- _Work to complete_: From the entries below, return every line that includes the word "numOctaves".

- _Data in this exercise_:
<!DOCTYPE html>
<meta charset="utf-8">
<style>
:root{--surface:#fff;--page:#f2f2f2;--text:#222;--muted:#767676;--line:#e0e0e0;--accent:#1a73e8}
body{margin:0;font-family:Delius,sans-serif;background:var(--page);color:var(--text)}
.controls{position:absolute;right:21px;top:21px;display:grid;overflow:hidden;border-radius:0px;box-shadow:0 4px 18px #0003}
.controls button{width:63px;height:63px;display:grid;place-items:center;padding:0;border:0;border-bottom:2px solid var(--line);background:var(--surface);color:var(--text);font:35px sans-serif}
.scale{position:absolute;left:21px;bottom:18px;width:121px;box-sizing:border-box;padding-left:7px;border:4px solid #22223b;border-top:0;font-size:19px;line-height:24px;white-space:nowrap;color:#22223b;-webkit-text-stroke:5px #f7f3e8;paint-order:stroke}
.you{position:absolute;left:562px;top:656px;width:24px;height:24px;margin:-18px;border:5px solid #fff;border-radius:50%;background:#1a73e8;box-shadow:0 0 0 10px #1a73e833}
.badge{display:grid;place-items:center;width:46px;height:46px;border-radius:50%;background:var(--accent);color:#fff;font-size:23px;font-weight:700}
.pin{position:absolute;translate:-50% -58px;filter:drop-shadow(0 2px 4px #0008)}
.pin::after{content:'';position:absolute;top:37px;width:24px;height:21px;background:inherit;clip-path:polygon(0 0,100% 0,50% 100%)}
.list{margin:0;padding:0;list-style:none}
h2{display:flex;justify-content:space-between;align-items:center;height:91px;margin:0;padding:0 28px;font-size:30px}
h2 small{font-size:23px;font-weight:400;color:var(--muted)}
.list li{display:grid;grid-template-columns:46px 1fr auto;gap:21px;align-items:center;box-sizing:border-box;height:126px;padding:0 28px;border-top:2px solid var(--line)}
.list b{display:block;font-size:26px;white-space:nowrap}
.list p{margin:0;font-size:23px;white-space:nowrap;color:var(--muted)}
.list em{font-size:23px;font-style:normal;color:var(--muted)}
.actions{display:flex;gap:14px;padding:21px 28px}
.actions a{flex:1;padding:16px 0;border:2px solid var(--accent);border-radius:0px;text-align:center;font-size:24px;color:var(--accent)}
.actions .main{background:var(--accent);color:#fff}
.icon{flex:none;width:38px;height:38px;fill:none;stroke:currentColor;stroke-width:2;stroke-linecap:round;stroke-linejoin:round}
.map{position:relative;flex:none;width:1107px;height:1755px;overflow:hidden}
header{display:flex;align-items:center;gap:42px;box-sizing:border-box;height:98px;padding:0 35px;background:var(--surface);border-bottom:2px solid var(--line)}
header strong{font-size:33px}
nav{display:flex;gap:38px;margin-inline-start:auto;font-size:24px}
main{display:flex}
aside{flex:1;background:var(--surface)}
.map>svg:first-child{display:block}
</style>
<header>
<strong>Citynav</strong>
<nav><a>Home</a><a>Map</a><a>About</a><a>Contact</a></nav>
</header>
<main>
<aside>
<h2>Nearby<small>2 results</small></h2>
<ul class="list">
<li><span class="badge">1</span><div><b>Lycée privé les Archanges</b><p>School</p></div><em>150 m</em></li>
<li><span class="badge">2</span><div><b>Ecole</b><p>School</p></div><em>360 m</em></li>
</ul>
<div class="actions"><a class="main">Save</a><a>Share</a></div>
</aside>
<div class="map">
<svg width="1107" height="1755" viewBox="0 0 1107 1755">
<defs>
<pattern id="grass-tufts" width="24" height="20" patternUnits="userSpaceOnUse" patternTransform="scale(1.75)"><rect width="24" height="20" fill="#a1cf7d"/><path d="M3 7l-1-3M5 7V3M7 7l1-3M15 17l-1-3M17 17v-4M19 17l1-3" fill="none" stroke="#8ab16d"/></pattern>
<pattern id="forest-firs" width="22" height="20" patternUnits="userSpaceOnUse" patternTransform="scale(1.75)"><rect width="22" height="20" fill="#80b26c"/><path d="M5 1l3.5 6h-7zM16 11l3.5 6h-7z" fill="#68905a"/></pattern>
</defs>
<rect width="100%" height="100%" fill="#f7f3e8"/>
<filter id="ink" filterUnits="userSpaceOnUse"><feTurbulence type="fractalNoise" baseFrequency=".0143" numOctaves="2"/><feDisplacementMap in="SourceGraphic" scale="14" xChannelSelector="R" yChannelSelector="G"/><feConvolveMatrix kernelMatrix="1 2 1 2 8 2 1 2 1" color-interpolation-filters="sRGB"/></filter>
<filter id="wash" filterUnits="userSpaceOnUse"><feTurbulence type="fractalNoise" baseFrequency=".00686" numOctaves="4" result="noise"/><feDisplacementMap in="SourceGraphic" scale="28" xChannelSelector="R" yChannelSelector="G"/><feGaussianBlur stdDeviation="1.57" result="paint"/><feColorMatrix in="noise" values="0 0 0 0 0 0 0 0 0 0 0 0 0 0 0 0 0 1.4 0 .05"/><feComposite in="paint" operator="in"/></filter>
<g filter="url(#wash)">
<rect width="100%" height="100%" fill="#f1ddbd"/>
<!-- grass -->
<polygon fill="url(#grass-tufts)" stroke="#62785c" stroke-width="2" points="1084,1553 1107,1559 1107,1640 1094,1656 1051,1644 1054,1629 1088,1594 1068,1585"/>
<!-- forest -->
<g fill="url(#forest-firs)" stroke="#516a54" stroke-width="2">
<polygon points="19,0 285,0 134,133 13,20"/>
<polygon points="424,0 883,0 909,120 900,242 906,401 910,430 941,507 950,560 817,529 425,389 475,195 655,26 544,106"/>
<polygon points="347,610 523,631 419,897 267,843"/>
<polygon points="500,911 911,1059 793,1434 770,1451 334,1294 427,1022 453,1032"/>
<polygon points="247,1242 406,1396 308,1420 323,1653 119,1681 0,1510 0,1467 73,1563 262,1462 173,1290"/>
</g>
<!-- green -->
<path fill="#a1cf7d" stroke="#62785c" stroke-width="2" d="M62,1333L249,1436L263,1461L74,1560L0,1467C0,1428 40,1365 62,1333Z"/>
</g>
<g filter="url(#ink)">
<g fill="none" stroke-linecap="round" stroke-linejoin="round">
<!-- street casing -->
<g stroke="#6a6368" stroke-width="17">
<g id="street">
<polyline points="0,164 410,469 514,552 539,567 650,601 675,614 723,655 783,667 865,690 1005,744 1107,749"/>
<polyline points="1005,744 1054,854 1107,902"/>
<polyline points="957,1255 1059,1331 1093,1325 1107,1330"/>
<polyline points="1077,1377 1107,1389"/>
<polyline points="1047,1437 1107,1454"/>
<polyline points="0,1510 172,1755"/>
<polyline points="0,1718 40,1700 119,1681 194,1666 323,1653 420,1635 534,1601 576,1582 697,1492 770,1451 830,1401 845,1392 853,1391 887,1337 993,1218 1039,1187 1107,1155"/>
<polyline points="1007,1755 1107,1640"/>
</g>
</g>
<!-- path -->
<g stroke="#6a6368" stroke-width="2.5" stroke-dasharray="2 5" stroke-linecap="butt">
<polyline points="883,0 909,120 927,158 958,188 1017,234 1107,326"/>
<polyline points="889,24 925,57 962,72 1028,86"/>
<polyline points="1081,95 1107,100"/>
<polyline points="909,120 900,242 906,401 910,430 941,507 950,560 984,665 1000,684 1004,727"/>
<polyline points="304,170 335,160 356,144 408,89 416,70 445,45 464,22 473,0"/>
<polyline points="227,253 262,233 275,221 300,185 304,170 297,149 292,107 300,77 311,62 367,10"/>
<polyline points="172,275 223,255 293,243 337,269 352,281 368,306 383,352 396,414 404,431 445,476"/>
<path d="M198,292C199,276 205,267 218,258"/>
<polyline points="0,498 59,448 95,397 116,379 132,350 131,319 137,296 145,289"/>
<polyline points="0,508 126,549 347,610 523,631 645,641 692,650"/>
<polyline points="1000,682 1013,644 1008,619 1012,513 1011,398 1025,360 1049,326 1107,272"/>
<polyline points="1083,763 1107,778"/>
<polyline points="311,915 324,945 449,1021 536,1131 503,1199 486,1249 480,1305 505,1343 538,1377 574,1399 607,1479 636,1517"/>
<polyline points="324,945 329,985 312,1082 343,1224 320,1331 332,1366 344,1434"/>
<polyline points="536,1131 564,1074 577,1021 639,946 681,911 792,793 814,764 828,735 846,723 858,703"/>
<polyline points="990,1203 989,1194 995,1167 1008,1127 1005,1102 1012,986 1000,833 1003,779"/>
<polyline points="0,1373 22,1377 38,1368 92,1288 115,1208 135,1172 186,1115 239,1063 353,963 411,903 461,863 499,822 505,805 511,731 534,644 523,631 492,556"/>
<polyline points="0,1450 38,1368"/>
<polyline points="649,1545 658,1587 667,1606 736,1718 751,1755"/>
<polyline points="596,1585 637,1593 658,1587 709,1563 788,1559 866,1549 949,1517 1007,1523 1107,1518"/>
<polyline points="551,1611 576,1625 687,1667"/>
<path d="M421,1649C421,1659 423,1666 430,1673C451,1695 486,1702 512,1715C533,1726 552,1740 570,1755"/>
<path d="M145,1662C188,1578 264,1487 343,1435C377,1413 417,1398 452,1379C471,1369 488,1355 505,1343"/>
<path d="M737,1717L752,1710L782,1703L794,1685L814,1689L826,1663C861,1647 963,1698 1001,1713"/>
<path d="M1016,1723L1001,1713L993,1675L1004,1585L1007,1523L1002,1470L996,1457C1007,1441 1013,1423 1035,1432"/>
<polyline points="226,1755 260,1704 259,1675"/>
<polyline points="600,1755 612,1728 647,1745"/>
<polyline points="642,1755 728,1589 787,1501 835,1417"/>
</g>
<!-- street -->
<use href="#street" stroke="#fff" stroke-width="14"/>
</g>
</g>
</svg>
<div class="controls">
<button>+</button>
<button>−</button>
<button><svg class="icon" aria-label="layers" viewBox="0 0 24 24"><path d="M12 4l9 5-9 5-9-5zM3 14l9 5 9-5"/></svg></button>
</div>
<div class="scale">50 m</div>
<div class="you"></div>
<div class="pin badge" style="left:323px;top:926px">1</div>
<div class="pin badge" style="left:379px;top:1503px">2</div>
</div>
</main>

- _Your response_:
<filter id="ink" filterUnits="userSpaceOnUse"><feTurbulence type="fractalNoise" baseFrequency=".0143" numOctaves="2"/><feDisplacementMap in="SourceGraphic" scale="14" xChannelSelector="R" yChannelSelector="G"/><feConvolveMatrix kernelMatrix="1 2 1 2 8 2 1 2 1" color-interpolation-filters="sRGB"/></filter>
<filter id="wash" filterUnits="userSpaceOnUse"><feTurbulence type="fractalNoise" baseFrequency=".00686" numOctaves="4" result="noise"/><feDisplacementMap in="SourceGraphic" scale="28" xChannelSelector="R" yChannelSelector="G"/><feGaussianBlur stdDeviation="1.57" result="paint"/><feColorMatrix in="noise" values="0 0 0 0 0 0 0 0 0 0 0 0 0 0 0 0 0 1.4 0 .05"/><feComposite in="paint" operator="in"/></filter>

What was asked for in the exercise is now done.